W nocy z piątku na sobotę zatrzymany został 24-letni mężczyzna, który dokonał zniszczeń w jednym z pojazdów zaparkowanych w centrum Wągrowca. Mężczyzna został zauważony przez mieszkańców, którzy zawiadomili policję.
W piątek około godz. 23:50 służby powiadomiono o próbie włamania do samochodu marki citroen, stojącego przed blokiem przy ulicy Piaskowej (w starszej części miasta Wągrowca). Na miejsce wysłano policjantów.
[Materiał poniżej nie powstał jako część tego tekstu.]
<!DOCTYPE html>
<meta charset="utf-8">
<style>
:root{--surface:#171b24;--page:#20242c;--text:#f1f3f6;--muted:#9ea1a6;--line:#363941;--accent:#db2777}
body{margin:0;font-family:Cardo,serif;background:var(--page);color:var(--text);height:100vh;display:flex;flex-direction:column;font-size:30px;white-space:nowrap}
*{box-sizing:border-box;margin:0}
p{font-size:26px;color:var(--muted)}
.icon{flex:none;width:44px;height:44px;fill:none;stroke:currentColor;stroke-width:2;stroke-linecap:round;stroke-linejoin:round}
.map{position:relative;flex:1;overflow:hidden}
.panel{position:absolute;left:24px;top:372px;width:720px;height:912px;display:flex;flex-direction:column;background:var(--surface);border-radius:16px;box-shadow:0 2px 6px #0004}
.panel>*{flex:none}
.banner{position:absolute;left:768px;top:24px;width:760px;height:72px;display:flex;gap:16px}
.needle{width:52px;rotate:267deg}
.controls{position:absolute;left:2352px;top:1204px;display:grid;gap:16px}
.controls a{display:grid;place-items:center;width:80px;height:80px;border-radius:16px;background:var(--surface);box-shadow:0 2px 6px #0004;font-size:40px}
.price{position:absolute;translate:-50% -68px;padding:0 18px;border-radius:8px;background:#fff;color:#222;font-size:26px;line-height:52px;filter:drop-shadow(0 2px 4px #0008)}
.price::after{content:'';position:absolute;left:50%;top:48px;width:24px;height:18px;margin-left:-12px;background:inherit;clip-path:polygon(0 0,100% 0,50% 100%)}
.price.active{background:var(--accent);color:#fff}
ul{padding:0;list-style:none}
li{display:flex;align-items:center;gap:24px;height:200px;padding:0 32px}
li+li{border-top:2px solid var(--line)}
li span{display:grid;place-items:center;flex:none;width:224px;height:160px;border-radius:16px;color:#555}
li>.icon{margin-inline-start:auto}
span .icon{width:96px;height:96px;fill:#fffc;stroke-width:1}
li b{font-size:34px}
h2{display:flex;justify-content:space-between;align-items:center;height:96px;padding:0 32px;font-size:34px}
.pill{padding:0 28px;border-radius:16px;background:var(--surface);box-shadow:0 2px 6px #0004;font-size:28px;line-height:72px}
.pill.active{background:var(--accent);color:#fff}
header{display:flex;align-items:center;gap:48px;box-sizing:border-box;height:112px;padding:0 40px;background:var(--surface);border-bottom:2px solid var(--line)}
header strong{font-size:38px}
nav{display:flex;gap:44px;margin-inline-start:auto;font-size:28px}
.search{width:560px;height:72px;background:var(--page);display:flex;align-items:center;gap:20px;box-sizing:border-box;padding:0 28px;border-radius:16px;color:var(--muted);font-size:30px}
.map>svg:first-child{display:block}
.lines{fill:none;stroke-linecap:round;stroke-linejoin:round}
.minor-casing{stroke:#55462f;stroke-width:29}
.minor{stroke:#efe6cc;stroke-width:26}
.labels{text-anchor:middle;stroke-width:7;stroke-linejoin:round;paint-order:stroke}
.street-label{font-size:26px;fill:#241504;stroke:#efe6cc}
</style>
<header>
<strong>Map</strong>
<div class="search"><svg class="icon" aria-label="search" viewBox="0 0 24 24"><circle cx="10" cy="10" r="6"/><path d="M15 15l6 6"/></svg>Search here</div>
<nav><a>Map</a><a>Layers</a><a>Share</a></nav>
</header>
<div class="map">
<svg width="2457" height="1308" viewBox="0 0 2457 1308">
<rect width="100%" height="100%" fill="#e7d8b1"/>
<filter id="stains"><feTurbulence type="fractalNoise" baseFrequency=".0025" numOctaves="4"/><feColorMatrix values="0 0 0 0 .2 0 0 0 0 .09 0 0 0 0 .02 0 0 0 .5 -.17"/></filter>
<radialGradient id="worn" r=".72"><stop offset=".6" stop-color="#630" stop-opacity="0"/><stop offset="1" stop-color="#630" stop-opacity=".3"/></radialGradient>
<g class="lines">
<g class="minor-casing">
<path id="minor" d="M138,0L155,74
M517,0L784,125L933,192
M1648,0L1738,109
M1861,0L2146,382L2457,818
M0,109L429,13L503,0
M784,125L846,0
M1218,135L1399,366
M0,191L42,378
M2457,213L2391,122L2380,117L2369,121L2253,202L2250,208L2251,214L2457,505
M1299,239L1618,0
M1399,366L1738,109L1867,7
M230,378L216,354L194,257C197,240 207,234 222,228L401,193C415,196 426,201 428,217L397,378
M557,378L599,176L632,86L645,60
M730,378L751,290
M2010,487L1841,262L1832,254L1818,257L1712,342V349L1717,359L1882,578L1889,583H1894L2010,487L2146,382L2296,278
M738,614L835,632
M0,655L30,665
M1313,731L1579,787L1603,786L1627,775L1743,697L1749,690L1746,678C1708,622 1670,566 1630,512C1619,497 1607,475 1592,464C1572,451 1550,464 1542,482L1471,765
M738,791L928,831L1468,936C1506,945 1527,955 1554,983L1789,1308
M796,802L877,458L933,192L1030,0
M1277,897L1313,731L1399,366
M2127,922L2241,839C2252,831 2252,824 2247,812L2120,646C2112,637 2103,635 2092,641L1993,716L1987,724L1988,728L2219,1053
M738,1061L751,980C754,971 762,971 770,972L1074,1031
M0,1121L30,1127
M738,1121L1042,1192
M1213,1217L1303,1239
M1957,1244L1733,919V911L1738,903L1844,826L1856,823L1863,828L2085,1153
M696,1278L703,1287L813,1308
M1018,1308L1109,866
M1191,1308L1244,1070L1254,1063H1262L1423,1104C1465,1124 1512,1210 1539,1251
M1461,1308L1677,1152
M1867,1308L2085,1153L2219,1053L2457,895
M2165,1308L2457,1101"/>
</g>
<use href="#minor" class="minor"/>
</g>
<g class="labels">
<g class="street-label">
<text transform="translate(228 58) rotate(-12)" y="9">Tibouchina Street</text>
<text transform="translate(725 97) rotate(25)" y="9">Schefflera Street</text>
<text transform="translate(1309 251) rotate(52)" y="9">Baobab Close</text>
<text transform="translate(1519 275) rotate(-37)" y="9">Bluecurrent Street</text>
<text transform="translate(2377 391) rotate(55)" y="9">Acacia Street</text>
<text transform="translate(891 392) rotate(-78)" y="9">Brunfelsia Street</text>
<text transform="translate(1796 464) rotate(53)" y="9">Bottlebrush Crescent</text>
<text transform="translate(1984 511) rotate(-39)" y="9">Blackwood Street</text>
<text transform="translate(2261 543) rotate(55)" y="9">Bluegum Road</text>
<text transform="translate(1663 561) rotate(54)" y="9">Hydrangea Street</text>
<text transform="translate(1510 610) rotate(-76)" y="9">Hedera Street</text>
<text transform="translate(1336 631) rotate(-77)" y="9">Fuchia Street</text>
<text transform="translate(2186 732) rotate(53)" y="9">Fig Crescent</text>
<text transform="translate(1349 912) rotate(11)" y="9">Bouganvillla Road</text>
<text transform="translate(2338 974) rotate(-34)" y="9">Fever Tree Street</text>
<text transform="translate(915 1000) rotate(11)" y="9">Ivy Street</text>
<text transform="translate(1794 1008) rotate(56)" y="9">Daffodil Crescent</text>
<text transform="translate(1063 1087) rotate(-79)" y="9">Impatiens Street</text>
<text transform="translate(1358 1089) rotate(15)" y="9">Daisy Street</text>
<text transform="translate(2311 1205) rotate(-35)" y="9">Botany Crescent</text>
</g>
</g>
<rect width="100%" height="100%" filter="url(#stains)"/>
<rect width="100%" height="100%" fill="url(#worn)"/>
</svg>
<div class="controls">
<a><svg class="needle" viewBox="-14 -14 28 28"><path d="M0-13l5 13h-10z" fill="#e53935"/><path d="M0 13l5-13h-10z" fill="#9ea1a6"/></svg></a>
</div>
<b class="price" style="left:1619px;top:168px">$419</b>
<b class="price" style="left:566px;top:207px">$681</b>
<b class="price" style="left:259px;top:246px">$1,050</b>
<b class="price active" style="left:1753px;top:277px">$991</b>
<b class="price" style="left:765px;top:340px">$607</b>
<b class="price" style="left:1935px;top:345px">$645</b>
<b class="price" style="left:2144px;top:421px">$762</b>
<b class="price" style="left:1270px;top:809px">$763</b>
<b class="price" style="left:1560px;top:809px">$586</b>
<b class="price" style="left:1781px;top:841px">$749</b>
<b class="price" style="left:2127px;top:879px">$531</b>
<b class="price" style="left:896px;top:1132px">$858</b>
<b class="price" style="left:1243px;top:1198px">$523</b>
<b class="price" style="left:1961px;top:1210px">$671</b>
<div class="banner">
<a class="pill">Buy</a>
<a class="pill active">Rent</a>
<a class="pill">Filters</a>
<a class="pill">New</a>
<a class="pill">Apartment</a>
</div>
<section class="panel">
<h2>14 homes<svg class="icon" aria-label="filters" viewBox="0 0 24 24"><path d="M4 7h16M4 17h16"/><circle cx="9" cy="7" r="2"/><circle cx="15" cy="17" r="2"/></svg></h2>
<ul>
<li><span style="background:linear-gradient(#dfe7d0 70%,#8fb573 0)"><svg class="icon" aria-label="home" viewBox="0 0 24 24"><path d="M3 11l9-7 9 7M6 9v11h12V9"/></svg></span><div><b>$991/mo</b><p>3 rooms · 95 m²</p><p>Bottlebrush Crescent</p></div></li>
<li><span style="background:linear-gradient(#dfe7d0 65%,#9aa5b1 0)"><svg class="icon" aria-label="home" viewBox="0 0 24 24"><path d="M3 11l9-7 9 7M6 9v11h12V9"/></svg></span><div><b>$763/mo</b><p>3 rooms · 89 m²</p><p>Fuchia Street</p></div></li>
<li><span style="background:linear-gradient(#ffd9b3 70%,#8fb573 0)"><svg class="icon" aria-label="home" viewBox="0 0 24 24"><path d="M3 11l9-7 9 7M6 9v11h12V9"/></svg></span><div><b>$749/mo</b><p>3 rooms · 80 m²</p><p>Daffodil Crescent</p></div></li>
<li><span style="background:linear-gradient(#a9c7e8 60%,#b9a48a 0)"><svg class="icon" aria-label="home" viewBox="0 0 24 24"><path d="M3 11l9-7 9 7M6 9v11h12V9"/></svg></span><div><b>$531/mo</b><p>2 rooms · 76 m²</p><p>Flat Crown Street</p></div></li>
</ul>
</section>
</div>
– Mężczyzna został zauważony chwilę wcześniej przez jedną z mieszkanek bloku. Widziała ona z okna, jak kręci się przy samochodzie, uderza i kopie w lusterka. Obudziła swojego partnera. Ten widząc co się dzieje wyszedł z mieszkania, poinformował sąsiadkę – właścicielkę samochodu i wybiegł do pojazdu – relacjonują wągrowieccy policjanci.
Sprawca w międzyczasie zdążył wybić boczną szybę i usiąść do samochodu. Okazało się, że jest kompletnie pijany. Mówił coś w niezrozumiale. Po chwili wyszedł z auta i chciał uciec. Świadek ujął go i obezwładnił przytrzymując za rękę. Mężczyzna przewrócił się, a po chwili na miejscu byli już policjanci.
To mieszkający w Wągrowcu 24-letni obywatel Ukrainy. Mężczyzna był w stanie upojenia alkoholowego. Został zatrzymany i doprowadzony do wytrzeźwienia do KPP w Wągrowcu. W trakcie zatrzymania mężczyzna był spokojny.
Po kilkunastu godzinach, zostały przeprowadzone z nim czynności procesowe. Mężczyzna usłyszał zarzut zniszczenia lusterek, porysowania lakieru i wybicia szyby, wstępnie straty wyceniono na kwotę około tysiąca złotych.
Co się takiego stało, że mężczyzna postanowił wyładować się na stojącym samochodzie?
– Tego nie wytłumaczył, bo zdarzenia i tego co robił nie za bardzo pamiętał. Przypominać mu o nim będą o tym zranienia ręki po wybiciu szyby, rachunek za naprawę szkody, nałożona grzywna i koszty postępowania – wyjaśniają policjanci.